Euclid — "A plane angle is the inclination of the lines to one another, when two lines mee…"
A plane angle is the inclination of the lines to one another, when two lines meet one another, but are not in the same straight line.
A plane angle is the inclination of the lines to one another, when two lines meet one another, but are not in the same straight line.
Click any product to generate a realistic preview. Up to 3 at a time.
* Initial load can take up to 90 seconds — revising the preview in another color is nearly instant.
"If a straight line be drawn from the ends of a straight line, it will be a triangle."
"An obtuse angle is an angle greater than a right angle."
"If two triangles have two sides equal to two sides respectively, and have the angles contained by the equal straight lines equal, they will also have the base equal to the base, the triangle will be e…"
"Let it be granted that all right angles are equal to one another."
"The postulates are not self-evident, but they are necessary for the development of geometry."
Found in 1 providers: grok
1 source checked
An angle is formed when two lines meet at a point but don't continue in the same direction. The 'inclination' is simply how much one line tilts away from the other at their meeting point. This is geometry's foundational definition of angle — precise, stripped of assumption, built only from observable properties of intersecting lines without invoking measurement or degrees.
Euclid wrote this in Elements around 300 BCE, his systematic compilation of geometry. His method — defining every term before using it — was revolutionary rigor. This definition reflects his obsession with building mathematics from undeniable first principles. He trusted no prior assumption, instead constructing the entire edifice of geometry from definitions like this one upward.

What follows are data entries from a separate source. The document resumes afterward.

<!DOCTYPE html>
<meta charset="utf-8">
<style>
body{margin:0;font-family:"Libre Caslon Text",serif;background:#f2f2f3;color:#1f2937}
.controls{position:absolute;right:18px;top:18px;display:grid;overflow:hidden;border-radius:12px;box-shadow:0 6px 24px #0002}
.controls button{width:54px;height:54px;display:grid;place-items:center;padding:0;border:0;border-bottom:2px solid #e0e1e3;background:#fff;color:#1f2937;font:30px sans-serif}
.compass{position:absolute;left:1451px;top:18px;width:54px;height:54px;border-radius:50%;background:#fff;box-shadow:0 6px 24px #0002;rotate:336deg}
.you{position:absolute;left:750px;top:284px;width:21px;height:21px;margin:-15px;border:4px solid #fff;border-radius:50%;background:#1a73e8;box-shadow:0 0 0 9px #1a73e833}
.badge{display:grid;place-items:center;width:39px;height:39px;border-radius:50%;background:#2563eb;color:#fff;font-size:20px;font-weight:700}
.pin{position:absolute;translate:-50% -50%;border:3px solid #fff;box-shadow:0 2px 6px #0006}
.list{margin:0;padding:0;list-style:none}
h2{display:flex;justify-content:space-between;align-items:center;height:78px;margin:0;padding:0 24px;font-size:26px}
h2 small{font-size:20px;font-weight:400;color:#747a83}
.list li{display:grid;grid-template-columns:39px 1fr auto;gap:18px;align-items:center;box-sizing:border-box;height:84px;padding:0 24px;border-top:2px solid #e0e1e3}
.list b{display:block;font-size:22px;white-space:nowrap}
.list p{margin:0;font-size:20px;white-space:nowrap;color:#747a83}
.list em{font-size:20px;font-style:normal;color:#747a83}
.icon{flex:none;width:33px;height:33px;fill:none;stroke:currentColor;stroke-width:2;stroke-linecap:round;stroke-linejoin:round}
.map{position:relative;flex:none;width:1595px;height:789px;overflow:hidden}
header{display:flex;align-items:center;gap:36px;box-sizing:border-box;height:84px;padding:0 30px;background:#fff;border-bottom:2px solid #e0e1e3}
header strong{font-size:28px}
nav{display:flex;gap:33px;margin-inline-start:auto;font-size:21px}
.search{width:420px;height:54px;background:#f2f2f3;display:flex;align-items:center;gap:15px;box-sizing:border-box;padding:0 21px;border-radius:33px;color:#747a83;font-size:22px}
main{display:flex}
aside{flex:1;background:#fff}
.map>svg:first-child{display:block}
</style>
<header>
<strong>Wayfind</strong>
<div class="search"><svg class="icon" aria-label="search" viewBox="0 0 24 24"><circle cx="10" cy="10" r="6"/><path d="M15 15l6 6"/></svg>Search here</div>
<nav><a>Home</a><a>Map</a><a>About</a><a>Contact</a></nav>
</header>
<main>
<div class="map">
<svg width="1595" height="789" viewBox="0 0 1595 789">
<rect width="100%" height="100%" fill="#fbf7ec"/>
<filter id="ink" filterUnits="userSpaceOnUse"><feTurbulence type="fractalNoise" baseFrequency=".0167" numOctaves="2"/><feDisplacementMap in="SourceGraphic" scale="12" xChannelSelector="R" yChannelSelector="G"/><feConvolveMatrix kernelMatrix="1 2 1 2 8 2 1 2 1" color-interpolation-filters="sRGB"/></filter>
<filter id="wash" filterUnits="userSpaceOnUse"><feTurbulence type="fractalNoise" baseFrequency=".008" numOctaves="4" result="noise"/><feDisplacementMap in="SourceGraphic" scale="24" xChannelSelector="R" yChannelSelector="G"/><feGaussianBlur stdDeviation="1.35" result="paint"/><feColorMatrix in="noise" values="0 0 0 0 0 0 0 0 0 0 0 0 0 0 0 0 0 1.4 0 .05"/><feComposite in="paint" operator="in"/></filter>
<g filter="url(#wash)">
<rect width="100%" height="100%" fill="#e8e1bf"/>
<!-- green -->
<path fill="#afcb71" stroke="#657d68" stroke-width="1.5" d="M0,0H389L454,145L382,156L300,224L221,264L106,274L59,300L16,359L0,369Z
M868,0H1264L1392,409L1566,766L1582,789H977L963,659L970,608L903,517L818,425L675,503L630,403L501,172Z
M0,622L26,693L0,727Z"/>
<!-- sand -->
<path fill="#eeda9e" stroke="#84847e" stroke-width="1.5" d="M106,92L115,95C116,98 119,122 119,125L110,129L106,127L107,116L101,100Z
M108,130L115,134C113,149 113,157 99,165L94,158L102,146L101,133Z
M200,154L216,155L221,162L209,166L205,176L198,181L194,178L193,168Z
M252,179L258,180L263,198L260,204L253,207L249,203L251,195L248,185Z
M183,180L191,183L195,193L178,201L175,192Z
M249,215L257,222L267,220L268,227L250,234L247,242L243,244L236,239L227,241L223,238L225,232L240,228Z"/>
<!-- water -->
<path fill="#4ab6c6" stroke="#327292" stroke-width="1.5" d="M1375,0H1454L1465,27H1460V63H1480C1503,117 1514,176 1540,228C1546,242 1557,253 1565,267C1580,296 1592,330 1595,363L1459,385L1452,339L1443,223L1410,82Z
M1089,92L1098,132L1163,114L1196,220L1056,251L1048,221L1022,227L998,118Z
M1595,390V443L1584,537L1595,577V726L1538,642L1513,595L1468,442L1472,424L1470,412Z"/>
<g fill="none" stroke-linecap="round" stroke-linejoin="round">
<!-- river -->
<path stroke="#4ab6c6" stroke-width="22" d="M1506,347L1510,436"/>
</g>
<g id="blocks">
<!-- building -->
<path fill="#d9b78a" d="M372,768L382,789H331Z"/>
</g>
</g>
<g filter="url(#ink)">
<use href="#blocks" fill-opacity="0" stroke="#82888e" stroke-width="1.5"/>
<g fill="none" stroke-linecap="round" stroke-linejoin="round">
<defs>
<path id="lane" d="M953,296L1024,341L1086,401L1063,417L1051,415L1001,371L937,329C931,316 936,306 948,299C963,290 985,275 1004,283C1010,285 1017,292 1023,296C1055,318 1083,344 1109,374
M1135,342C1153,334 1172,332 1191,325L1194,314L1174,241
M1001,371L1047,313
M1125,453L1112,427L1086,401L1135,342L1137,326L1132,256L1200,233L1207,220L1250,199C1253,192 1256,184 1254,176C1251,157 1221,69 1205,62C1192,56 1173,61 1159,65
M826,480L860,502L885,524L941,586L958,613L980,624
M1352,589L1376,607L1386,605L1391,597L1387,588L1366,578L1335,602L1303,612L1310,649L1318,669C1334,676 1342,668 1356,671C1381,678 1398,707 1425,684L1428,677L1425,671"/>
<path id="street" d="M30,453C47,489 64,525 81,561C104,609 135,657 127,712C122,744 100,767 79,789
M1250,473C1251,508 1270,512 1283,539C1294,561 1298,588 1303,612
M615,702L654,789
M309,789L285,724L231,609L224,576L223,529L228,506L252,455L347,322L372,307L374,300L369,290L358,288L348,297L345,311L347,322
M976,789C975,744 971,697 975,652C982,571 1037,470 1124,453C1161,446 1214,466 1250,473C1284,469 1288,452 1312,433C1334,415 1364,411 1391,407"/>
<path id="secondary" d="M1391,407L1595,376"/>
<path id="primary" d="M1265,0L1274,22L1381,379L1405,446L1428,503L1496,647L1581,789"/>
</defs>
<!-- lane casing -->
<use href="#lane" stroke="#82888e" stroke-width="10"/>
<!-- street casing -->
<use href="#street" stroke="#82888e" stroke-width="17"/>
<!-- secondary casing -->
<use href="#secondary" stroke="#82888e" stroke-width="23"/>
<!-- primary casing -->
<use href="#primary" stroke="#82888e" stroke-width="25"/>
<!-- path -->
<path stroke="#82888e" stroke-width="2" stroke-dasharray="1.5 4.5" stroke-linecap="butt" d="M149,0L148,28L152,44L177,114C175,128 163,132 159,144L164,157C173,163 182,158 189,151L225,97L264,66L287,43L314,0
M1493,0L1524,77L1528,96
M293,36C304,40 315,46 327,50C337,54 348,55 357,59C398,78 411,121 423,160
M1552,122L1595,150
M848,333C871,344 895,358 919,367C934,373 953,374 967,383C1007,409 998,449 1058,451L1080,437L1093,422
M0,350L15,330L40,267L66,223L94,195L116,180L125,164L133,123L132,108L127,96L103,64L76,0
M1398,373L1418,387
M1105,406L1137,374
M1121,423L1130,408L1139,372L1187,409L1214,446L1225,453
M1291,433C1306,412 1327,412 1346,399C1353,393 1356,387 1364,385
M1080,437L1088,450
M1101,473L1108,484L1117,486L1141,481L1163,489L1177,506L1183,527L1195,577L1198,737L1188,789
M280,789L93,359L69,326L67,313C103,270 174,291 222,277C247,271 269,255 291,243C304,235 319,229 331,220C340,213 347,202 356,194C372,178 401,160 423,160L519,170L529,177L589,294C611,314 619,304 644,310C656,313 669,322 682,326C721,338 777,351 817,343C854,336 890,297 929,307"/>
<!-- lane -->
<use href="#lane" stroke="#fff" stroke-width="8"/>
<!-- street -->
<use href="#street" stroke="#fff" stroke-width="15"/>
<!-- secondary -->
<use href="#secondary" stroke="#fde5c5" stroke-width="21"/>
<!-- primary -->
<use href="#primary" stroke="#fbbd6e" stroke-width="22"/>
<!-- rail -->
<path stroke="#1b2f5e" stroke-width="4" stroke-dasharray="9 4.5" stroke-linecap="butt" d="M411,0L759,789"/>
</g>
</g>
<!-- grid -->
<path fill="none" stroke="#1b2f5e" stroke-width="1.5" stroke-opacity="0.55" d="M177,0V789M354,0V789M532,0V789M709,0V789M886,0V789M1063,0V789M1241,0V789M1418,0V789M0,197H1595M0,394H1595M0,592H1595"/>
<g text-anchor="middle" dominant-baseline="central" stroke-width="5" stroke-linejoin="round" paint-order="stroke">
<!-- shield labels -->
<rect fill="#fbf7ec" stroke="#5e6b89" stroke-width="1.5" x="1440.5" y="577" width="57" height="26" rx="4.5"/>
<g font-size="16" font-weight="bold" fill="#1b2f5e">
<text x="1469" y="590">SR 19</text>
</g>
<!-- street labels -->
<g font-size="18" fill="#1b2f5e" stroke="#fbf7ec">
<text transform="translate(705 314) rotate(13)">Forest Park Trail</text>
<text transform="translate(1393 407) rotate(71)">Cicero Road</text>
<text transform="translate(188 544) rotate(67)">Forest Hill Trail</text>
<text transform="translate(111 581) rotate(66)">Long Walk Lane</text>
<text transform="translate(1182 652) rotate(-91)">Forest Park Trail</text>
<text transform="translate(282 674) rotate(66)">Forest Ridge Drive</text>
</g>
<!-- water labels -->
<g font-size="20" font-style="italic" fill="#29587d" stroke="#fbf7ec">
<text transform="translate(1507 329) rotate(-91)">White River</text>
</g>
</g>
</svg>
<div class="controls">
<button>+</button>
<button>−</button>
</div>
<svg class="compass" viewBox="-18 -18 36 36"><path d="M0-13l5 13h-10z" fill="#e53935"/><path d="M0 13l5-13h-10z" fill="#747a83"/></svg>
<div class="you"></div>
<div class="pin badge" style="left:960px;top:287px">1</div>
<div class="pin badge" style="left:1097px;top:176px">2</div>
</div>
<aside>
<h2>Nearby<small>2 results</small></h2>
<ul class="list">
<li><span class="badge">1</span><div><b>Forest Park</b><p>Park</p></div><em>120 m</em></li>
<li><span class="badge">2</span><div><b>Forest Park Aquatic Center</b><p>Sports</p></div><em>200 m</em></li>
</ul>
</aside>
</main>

In Alexandria around 300 BCE, Greek thinkers were systematizing knowledge under Ptolemaic patronage. Mathematics existed but lacked unified logical foundations. Euclid synthesized centuries of scattered geometric knowledge into a deductive system. Defining 'angle' precisely mattered because competing informal definitions caused contradictions. His Elements would dominate mathematical education for over 2,000 years, shaping every subsequent civilization's approach to reasoning.
AI-generated insights based on extensive research and information for context. Factual errors? Email [email protected].